- _Exercise description_:
Among the entries that follow, how many lines contain the string "shadow"? Answer with that number only.

- _Data to use_:
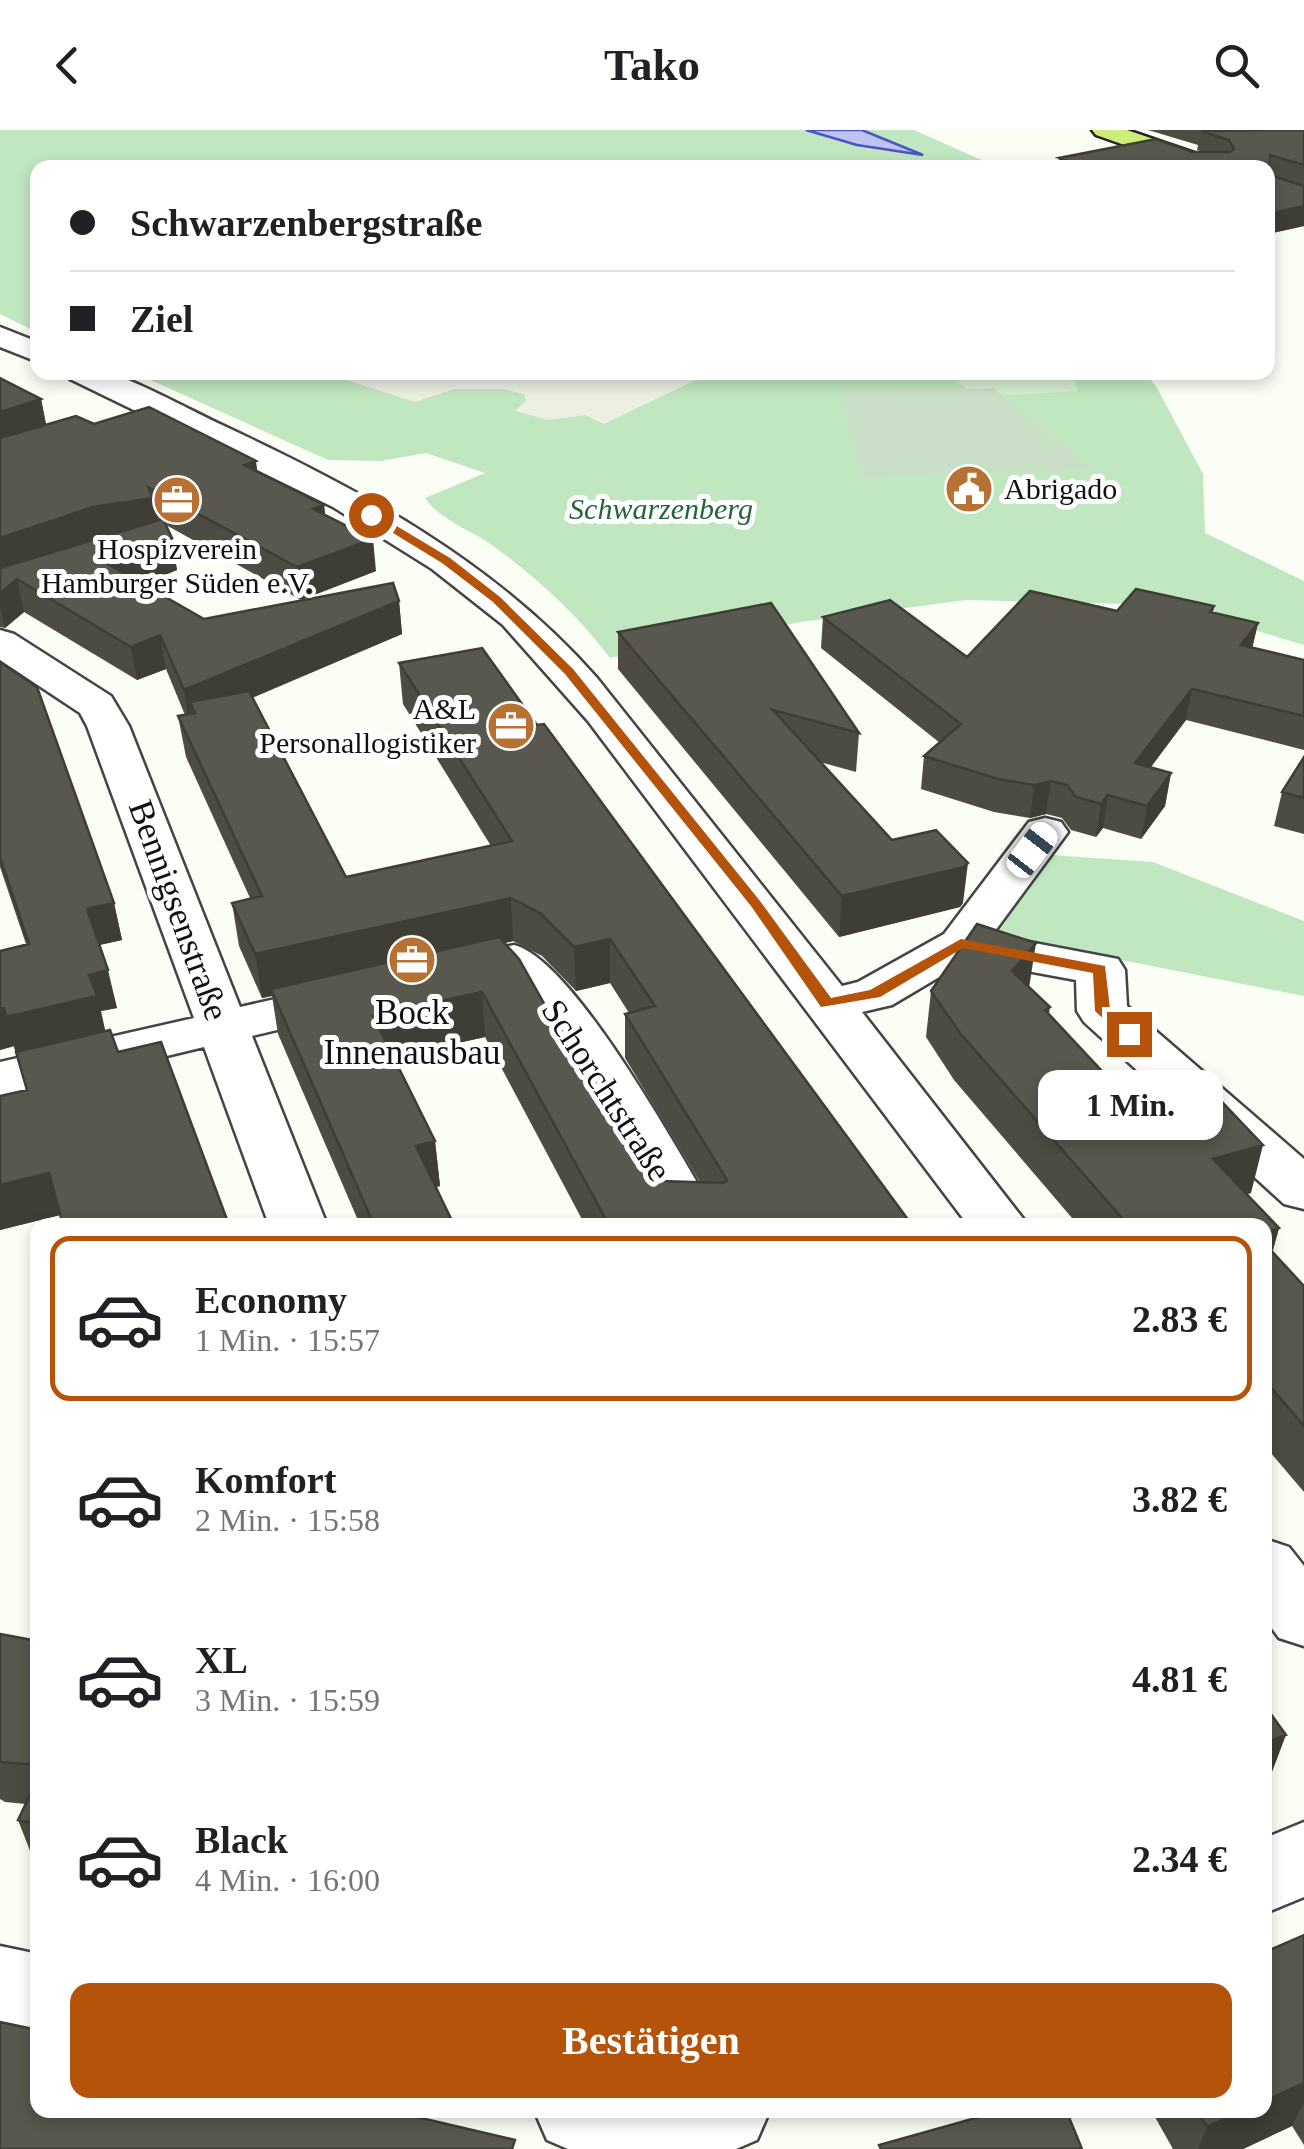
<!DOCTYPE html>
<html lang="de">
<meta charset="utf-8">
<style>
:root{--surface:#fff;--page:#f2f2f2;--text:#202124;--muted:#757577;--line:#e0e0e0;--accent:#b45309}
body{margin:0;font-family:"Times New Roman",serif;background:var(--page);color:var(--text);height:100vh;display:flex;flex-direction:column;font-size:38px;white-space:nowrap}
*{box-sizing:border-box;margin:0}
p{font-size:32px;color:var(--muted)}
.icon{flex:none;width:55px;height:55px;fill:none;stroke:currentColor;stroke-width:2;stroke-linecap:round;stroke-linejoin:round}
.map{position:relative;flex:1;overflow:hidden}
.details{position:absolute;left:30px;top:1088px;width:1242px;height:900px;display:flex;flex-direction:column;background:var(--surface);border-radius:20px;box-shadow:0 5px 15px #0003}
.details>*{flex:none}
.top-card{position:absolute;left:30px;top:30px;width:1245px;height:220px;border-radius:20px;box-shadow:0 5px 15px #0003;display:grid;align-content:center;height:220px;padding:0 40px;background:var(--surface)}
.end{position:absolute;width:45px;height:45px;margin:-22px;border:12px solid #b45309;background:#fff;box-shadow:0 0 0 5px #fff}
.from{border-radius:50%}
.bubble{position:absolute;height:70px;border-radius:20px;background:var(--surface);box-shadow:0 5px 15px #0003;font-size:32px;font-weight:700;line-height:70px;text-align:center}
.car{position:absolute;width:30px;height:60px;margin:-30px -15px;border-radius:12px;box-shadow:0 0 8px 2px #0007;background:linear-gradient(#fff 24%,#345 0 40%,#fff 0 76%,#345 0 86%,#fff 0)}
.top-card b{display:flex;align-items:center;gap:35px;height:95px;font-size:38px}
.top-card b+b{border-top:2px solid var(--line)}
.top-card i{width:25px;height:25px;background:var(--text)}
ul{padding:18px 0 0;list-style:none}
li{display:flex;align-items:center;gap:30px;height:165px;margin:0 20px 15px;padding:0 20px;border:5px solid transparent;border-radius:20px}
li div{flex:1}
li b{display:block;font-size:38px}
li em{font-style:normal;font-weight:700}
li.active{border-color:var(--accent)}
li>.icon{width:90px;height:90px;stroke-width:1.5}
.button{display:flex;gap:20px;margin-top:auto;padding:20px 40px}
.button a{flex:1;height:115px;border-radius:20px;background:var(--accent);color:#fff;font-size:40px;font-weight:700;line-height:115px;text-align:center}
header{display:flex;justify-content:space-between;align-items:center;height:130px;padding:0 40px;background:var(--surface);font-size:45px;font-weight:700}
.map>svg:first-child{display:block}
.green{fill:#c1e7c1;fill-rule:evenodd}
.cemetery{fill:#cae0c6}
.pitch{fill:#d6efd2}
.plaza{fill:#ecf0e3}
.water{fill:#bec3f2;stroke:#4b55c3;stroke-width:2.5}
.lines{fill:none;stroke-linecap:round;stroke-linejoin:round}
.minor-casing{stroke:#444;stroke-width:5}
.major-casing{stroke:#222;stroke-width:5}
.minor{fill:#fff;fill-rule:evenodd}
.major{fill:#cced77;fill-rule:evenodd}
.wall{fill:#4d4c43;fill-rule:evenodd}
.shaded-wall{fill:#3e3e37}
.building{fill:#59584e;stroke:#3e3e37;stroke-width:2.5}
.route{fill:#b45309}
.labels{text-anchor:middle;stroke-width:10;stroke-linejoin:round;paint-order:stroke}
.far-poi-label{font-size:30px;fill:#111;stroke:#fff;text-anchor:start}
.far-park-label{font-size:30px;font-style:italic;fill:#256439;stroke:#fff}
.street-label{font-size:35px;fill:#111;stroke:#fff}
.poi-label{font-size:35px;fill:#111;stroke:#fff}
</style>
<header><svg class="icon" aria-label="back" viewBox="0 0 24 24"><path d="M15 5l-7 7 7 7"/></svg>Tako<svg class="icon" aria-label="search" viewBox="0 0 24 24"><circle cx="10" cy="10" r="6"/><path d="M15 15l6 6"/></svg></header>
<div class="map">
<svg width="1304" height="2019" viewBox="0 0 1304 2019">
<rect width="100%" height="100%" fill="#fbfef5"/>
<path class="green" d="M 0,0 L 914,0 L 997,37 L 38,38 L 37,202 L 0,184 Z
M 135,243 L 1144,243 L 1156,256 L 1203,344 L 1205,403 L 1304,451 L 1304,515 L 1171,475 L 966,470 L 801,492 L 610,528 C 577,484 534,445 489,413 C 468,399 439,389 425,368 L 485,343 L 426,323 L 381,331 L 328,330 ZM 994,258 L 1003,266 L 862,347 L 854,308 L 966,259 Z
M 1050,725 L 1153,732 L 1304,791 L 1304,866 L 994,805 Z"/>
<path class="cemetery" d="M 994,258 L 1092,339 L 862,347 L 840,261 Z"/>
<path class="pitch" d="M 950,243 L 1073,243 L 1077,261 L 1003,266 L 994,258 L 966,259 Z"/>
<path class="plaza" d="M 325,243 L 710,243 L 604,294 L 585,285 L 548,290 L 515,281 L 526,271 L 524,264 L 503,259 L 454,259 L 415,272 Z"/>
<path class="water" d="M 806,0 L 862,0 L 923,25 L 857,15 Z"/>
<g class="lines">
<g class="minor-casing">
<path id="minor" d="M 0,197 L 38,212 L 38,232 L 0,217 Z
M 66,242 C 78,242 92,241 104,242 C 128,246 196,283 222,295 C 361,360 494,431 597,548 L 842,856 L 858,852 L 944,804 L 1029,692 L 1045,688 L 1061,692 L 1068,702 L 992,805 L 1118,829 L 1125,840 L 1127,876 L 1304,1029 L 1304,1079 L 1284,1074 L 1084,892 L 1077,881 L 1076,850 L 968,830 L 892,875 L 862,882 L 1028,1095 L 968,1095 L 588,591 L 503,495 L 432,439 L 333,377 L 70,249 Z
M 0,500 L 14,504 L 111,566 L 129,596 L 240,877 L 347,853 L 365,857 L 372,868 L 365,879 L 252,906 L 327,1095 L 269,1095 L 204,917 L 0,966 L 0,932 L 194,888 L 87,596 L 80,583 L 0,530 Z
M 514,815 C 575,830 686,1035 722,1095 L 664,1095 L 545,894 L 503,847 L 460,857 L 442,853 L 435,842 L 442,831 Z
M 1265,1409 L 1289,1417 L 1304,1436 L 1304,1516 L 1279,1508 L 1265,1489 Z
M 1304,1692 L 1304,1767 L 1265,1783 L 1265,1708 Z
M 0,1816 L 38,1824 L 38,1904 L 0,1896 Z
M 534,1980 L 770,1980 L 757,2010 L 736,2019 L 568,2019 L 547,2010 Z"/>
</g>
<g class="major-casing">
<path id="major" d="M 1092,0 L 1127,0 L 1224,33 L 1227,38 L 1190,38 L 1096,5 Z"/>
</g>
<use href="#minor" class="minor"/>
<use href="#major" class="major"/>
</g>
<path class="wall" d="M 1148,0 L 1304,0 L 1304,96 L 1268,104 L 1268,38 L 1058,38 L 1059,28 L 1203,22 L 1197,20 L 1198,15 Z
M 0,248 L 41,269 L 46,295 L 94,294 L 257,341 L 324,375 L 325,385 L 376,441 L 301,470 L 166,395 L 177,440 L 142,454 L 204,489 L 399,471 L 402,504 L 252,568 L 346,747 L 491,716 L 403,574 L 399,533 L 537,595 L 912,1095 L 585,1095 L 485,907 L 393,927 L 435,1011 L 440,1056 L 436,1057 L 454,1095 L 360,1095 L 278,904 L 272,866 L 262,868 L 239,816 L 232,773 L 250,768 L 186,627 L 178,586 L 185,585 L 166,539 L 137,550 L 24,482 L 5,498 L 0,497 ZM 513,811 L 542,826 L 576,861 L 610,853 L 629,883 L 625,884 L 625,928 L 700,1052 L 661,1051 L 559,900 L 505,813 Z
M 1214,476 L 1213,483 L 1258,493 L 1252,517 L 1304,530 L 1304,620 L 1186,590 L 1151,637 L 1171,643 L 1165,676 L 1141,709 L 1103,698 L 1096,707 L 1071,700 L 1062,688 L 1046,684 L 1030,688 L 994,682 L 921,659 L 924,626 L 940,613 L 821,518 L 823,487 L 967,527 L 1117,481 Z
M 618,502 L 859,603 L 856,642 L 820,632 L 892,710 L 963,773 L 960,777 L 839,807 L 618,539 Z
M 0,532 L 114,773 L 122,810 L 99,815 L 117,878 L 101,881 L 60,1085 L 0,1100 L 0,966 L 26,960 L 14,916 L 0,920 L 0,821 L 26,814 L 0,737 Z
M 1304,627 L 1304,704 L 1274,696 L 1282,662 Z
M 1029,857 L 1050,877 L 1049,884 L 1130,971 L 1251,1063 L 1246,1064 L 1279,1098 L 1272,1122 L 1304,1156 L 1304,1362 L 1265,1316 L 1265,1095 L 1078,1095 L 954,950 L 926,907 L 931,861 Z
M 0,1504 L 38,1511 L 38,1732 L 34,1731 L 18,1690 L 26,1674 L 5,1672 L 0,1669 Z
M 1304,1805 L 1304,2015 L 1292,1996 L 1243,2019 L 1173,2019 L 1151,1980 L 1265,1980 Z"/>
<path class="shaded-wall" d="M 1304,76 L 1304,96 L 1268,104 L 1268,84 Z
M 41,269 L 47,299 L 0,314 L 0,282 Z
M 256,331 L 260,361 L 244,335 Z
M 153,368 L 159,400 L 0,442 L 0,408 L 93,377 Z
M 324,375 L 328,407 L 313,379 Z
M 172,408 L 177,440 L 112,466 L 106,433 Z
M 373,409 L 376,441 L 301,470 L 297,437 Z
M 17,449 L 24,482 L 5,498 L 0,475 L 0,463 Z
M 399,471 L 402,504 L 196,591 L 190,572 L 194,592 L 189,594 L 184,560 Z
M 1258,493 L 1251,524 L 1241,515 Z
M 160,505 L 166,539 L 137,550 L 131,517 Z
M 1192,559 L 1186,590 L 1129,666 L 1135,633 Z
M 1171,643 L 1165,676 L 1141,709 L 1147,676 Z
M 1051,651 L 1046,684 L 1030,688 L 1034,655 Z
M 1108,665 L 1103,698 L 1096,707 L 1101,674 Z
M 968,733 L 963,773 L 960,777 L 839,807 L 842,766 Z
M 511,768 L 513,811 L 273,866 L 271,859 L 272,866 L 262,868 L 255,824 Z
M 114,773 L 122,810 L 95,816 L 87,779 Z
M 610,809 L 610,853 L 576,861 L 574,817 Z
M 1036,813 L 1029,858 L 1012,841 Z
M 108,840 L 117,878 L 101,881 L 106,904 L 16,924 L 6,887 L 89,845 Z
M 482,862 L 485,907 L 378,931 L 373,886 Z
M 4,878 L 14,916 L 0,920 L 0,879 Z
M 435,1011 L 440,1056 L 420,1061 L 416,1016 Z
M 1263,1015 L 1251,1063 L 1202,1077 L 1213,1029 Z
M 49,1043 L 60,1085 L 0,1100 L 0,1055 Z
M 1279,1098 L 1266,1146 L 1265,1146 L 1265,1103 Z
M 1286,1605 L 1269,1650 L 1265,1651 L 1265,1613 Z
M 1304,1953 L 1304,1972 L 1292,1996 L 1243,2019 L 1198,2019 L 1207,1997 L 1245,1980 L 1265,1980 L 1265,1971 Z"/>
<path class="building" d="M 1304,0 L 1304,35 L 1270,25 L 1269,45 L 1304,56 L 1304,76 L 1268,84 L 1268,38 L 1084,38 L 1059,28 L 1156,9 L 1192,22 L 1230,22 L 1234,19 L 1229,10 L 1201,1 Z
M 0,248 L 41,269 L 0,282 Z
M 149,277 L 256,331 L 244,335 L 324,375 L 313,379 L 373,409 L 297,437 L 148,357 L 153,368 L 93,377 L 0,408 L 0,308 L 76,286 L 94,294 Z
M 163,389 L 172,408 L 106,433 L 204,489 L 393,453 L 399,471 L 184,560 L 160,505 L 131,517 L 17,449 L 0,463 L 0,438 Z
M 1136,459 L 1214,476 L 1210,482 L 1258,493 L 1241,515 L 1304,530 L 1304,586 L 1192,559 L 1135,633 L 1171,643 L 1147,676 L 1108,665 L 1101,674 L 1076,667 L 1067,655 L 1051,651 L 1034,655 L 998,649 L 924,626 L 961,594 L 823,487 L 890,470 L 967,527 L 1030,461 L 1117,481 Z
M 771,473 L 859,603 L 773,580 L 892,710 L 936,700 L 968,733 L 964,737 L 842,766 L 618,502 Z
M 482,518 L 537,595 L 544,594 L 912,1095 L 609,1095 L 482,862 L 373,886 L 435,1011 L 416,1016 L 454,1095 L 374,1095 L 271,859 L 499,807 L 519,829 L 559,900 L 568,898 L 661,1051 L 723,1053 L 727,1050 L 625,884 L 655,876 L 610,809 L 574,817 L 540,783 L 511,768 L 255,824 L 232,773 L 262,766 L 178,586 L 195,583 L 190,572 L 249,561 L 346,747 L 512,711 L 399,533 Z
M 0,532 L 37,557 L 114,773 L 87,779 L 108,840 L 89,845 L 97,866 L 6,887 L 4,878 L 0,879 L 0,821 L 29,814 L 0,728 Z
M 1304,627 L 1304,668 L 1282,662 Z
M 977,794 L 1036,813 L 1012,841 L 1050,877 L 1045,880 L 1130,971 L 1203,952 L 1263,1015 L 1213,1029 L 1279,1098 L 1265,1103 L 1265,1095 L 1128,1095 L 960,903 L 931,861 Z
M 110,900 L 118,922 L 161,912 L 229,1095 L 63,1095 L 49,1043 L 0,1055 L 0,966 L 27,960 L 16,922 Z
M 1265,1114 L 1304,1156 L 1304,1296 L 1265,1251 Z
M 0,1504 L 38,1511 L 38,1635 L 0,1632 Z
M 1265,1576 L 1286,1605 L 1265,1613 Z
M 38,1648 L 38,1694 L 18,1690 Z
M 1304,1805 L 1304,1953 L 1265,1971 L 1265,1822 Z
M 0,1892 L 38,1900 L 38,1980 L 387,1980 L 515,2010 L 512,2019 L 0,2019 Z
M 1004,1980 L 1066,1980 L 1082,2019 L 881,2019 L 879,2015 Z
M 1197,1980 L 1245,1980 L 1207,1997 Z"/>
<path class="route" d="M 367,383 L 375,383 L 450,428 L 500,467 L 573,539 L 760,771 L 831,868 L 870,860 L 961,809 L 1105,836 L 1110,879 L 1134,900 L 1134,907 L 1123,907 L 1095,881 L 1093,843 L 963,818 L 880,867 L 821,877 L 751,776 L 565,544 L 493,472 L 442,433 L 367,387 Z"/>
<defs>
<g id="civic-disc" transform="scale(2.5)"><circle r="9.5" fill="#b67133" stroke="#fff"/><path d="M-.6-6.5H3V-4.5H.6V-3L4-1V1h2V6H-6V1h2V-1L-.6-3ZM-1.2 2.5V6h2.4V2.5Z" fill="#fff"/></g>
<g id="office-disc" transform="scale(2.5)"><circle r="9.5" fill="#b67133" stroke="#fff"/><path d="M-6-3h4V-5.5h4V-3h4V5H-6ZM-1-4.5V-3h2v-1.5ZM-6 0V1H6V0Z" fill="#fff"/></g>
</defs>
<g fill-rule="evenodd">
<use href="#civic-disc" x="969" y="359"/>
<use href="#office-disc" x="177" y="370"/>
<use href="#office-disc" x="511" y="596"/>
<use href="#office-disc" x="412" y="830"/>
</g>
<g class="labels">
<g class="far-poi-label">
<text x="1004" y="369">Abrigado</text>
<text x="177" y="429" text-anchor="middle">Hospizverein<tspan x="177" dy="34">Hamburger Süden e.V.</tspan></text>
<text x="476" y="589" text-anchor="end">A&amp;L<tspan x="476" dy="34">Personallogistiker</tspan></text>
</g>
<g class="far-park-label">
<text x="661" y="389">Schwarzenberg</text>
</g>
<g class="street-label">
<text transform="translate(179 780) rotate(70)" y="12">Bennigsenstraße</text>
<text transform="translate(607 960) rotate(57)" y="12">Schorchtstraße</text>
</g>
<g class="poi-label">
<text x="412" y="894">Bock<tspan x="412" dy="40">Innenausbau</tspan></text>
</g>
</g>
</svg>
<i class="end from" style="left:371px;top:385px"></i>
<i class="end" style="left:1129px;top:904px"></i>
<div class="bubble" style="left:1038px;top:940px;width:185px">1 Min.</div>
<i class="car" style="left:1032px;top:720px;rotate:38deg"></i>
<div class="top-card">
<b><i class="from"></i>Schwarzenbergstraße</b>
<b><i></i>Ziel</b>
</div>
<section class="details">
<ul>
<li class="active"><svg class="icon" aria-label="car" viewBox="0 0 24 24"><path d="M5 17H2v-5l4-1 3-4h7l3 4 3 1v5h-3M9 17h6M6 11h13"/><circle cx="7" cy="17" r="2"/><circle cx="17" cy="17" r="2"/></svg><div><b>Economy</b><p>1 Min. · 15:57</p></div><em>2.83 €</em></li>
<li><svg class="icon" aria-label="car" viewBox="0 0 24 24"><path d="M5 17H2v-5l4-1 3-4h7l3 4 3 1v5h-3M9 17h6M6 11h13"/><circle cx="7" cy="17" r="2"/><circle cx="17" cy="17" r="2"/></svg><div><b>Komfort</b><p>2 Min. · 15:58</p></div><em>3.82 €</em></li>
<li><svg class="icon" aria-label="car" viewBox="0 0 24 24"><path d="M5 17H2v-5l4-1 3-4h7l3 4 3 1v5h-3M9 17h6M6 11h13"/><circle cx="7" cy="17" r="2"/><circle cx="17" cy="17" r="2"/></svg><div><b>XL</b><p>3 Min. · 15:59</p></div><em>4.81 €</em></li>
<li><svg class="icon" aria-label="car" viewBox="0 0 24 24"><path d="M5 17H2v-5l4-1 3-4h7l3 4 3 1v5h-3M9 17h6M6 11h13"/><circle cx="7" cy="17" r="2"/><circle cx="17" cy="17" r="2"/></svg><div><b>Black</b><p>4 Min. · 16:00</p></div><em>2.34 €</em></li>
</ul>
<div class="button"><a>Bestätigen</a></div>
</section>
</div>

- _Output_:
5